The success of Roy Hodgson’s men in Europe was solely down to the fact that he had consistent set of 15 players. Under Roy Hodgson you could predict the starting eleven each week as the side had a style and system that was well drilled from the first day of Roy’s reign. While that may have been quite direct, Fulham were a defensive regiment and knew how to counter. It was successful and was performed excellently by the squad due to the leaders on the pitch. Fulham had numerous leaders in this squad, with players who had either captained at a former club, or captained their national side Players like Brede Hangeland, Chris Baird, Aaron Hughes & Damien Duff had all captained former sides or international teams, and they constantly ensured instructions were carried throughout the squad, ensuring that everyone in a Fulham shirt battled until the last kick. That passion, leadership and managerial expertise was clearly demonstrated when Fulham beat Juventus 4-1 when everyone had written them off in the build up to the game. That desire to comeback and progress has been missing for a number of years now, and the re-build has to start from the top. The board must ensure that the right characters are brought into the club at every level, and the belief that anything is possible flows around the club.
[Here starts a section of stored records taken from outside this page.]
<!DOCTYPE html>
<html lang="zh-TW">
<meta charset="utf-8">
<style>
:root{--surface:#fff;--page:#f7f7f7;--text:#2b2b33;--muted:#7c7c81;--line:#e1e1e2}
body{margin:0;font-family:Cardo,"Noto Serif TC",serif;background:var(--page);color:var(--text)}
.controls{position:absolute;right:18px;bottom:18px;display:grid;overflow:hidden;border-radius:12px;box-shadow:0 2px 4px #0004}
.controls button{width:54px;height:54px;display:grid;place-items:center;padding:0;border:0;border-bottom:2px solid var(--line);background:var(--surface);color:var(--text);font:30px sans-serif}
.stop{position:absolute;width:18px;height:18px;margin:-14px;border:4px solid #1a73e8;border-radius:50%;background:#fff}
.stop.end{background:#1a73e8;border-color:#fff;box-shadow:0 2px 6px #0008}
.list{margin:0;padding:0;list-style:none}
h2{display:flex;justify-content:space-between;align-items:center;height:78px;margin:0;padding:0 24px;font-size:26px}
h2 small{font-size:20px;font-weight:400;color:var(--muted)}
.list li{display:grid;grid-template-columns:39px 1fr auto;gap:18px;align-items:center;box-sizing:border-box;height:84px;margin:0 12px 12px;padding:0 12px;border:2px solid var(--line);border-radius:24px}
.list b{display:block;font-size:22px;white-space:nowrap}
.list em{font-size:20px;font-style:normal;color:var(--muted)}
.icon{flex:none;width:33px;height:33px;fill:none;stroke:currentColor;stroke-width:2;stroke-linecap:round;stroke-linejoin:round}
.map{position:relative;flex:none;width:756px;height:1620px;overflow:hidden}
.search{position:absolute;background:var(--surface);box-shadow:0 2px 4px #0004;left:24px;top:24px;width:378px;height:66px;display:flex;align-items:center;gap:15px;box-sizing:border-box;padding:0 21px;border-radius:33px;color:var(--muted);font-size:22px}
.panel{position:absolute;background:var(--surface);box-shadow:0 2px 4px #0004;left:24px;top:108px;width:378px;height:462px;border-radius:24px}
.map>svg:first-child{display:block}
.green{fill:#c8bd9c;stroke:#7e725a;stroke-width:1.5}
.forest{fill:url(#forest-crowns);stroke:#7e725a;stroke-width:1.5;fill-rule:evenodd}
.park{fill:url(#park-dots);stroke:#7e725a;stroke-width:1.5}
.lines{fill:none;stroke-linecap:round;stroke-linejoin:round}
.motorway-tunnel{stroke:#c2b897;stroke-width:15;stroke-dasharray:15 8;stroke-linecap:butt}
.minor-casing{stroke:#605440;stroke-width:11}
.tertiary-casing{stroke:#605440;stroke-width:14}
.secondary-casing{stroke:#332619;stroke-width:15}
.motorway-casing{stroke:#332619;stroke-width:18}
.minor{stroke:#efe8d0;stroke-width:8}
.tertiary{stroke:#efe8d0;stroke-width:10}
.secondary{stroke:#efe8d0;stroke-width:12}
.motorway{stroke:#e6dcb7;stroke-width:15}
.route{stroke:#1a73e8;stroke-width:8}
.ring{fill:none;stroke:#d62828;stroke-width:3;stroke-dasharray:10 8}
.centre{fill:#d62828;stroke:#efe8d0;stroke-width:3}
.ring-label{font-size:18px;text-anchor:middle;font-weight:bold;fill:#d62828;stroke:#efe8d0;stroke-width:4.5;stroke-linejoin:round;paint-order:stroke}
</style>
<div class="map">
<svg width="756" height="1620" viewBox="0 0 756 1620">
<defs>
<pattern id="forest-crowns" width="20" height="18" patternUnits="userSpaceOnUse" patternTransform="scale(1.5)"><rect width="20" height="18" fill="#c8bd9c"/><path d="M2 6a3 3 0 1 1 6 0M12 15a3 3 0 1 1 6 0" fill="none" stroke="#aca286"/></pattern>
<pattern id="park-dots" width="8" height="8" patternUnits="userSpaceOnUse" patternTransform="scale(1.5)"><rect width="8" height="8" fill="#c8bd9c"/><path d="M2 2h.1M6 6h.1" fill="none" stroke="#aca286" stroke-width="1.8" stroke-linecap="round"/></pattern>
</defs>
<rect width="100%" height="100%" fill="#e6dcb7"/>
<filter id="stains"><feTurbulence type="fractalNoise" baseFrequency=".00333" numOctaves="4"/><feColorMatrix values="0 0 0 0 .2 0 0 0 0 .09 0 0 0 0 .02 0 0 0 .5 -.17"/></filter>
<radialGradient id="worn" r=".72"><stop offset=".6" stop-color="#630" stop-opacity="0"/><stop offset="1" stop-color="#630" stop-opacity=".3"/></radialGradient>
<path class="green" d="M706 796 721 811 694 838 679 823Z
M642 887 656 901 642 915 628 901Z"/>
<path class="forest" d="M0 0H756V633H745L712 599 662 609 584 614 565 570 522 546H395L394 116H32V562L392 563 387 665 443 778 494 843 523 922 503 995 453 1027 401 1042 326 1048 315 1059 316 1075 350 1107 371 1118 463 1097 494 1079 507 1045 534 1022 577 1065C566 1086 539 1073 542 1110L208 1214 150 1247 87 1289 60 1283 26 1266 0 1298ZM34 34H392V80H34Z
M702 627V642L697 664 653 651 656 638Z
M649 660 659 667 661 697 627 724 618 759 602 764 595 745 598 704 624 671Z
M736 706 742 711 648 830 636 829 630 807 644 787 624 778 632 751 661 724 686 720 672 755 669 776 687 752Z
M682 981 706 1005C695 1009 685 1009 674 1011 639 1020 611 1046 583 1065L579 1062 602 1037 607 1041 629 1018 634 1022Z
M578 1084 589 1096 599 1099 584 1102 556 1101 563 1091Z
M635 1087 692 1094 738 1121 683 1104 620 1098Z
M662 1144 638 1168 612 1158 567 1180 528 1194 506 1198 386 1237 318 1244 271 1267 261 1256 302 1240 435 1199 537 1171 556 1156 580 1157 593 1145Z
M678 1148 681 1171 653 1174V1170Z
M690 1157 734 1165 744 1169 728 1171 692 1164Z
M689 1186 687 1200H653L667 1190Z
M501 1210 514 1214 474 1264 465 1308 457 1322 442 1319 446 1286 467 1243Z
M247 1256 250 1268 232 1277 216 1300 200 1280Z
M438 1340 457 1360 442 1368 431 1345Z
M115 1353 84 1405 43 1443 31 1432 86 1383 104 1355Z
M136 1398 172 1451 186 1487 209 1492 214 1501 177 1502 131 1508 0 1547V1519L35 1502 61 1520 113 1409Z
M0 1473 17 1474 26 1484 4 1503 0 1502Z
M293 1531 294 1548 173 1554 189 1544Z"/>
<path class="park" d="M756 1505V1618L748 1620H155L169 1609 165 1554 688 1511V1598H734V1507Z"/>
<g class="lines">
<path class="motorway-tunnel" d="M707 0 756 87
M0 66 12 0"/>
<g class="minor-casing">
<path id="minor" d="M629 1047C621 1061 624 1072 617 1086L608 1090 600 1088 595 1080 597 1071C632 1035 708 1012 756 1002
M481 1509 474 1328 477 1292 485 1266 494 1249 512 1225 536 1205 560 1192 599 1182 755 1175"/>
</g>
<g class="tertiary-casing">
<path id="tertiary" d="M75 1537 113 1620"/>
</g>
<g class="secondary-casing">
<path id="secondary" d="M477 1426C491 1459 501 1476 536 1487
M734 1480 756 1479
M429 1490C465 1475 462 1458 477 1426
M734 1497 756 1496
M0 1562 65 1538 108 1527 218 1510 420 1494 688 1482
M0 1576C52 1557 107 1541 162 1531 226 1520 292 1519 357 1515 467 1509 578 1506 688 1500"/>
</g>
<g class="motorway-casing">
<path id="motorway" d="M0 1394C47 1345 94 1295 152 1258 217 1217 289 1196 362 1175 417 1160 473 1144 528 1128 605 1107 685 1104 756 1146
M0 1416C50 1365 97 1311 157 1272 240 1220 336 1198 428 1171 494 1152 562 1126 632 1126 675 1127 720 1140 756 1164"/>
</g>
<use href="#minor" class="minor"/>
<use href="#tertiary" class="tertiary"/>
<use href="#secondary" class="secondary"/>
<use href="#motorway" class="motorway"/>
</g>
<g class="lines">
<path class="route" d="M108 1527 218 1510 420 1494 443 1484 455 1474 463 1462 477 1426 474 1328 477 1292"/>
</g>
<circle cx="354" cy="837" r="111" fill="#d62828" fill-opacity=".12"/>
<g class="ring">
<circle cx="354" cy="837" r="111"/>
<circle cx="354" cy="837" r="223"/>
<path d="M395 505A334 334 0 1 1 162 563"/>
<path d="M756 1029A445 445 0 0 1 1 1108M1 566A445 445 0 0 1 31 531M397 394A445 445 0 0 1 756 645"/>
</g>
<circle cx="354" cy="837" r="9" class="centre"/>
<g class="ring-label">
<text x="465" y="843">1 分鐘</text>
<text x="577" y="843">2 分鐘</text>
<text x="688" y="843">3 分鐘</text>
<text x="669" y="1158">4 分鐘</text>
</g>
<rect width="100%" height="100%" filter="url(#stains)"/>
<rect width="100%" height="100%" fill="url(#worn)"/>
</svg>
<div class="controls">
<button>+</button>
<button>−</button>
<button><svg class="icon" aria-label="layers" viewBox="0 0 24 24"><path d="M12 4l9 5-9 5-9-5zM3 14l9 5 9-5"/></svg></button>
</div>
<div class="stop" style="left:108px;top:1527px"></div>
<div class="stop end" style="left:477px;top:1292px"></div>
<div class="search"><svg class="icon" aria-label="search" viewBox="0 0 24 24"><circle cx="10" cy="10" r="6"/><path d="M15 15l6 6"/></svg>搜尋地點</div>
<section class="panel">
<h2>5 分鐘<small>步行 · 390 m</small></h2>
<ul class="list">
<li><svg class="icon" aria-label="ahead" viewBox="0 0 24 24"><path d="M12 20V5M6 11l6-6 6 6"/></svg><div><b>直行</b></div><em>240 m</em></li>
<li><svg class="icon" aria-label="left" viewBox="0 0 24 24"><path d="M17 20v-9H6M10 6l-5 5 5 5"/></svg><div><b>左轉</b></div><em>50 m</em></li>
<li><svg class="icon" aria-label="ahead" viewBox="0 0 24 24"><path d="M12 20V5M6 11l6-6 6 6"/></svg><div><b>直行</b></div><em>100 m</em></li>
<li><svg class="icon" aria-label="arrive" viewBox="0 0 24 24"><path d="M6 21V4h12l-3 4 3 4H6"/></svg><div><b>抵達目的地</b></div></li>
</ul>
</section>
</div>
I do strongly believe that this is slowly happening at Fulham. Slavisa Jokanovic has been recruited, who has an impressive CV and will be heavily backed this summer. While, new board level staff have been recruited, with Casper Stylsvig being poached from Manchester United to help with the financial running of the club. For those of you unaware of Casper, he has been behind some of the most lucrative sponsorship deals in football – including Barcelona’s partnership with Unicef. Both of these appointments bring a high calibre of expertise to the club, and while the next chapter of rebuilding may take few years, the right steps to a brighter future are being taken.
As always, the end will justify the means. Fulham need to sustain a top ten finish to build upon the following year, and how that is achieved is not a concern of the club, even if disgruntled fans may expect champagne football in a beer and cider league. At the end of the day, you only have to look at Stoke City to realise that once you become a stable Premier League side, you can change your style and players due to the Financial power that the Premier League offers to clubs. Rebuilding projects take time, and despite Fulham completing rebuilding their squad for the past two summers, they need to build a core squad to develop and strengthen over the next two seasons. Just like Stoke City’s rise in the Premier League, they had squad built of leaders and characters which guaranteed them Premier League safety for a number of years, securing vital financial opportunities and European football, which in turn provided them with the funds to revamp their style of play and attract bigger name players along the way. While Fulham may be backed by the wealthy, Shahid Khan, patience is more important than money at this moment. Fulham need to have a plan for the next few seasons rather than expecting to turn it around with just another summer overhaul.